▶ **HOW TO COMPLETE THIS TASK**:
Go line by line through the records and tally those that include "serif". Respond with the tally only.

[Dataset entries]
★ ★ ★ ★ ★ ★ ★
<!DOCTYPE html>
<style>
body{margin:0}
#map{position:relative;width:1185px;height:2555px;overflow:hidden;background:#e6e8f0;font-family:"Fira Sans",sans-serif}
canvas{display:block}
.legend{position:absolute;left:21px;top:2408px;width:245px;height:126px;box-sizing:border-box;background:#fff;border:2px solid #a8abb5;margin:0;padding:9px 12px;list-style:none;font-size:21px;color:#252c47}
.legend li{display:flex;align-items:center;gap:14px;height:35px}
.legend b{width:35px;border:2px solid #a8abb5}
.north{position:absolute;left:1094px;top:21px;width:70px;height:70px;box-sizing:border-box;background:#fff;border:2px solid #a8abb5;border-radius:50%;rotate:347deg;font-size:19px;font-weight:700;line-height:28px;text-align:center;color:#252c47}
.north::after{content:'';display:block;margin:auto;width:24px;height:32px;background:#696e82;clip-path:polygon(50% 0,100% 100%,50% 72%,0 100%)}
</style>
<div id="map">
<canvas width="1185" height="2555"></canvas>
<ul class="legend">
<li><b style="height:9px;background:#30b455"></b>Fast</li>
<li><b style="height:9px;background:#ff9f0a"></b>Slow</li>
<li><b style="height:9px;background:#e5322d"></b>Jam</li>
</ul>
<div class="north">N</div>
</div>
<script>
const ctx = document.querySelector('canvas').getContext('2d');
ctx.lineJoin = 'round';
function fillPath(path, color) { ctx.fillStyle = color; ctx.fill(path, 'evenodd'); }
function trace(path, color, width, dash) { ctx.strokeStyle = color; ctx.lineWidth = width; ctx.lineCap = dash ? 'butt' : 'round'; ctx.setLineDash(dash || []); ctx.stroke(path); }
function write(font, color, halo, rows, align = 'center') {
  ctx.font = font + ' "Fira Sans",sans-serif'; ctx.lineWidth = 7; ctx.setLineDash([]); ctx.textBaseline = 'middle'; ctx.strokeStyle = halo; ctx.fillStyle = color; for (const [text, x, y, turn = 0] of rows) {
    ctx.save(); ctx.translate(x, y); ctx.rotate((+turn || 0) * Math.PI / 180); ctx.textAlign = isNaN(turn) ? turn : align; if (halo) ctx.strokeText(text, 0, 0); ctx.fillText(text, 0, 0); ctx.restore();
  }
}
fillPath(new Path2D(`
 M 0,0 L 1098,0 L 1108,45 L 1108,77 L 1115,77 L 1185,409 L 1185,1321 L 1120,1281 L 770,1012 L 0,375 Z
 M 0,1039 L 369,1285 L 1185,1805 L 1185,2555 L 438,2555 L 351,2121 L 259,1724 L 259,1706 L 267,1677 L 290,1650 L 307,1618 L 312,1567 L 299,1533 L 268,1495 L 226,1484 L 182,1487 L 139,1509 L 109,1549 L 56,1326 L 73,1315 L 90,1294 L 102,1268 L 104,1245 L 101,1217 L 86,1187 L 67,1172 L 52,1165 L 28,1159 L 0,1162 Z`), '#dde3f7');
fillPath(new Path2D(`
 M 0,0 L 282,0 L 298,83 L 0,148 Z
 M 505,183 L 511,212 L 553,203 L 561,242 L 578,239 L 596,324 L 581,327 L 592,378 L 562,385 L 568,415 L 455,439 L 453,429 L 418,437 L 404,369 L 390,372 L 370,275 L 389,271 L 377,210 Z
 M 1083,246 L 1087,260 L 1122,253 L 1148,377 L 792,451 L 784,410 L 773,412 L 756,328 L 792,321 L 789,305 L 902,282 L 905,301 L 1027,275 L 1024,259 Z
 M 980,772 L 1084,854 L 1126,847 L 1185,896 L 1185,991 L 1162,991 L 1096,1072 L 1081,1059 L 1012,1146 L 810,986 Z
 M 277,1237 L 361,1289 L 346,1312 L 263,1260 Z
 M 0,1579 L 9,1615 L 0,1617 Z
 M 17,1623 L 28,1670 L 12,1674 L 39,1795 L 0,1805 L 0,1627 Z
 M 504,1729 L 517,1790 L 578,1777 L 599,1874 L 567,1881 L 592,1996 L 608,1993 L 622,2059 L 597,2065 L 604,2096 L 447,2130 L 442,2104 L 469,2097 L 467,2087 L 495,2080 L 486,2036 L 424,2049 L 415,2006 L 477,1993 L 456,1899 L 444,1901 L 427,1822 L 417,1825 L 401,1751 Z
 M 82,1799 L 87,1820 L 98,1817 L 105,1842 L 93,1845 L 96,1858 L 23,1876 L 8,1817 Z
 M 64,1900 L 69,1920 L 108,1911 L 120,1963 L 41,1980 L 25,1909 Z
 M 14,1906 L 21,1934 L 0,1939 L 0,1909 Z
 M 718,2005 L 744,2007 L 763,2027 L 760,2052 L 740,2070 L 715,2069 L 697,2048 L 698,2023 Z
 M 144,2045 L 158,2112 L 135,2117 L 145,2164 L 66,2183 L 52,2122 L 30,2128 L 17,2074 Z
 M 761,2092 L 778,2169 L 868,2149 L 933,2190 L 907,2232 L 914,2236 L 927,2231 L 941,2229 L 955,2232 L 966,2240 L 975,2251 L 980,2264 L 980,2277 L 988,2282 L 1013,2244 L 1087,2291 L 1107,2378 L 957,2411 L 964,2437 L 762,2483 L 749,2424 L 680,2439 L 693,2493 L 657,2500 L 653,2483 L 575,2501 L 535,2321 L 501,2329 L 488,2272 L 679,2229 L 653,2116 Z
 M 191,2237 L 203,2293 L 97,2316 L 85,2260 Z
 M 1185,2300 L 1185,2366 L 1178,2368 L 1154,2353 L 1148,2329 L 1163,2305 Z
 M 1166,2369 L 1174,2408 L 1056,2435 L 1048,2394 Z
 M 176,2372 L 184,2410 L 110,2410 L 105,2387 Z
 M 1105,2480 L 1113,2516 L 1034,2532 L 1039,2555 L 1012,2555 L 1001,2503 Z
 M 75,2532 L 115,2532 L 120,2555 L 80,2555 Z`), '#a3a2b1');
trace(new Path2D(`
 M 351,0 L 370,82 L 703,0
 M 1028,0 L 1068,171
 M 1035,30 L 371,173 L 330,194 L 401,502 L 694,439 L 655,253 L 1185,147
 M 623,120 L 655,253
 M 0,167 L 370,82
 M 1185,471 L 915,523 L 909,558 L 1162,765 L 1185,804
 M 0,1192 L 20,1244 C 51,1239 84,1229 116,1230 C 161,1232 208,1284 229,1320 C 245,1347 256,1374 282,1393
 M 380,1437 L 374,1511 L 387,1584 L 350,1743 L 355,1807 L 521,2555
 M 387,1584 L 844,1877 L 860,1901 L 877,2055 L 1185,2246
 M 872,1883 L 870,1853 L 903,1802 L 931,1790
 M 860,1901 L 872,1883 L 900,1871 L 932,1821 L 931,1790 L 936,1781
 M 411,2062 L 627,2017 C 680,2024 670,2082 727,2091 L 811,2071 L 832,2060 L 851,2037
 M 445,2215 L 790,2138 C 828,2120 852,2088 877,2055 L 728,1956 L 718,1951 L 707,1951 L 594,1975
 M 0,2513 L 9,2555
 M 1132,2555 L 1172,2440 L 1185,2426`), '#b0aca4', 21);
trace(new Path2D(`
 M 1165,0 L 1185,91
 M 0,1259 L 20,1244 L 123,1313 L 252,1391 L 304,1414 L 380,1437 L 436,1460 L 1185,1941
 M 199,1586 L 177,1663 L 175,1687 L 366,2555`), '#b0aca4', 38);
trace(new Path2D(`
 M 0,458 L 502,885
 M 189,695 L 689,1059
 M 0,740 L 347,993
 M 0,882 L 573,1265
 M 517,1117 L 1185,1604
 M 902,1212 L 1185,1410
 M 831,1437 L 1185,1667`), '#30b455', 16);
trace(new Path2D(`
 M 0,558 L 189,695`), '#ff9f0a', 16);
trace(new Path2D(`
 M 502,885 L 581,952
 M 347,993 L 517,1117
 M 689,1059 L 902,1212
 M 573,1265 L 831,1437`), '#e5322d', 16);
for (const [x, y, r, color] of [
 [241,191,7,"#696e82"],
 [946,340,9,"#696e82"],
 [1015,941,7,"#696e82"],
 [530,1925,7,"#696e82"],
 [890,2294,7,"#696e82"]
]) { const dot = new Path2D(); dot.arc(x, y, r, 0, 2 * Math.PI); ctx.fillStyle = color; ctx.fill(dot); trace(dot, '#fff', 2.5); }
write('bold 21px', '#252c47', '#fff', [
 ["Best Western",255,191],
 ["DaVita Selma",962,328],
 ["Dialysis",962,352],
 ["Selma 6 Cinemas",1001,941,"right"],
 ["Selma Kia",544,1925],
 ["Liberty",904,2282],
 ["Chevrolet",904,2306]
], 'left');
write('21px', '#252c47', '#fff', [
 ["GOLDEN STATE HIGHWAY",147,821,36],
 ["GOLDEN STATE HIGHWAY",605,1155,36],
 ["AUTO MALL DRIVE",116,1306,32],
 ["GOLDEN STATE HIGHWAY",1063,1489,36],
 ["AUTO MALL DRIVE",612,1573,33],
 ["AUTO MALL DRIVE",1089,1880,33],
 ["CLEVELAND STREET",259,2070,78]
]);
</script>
★ ★ ★ ★ ★ ★ ★
▶ **RESPONSE AREA**:
2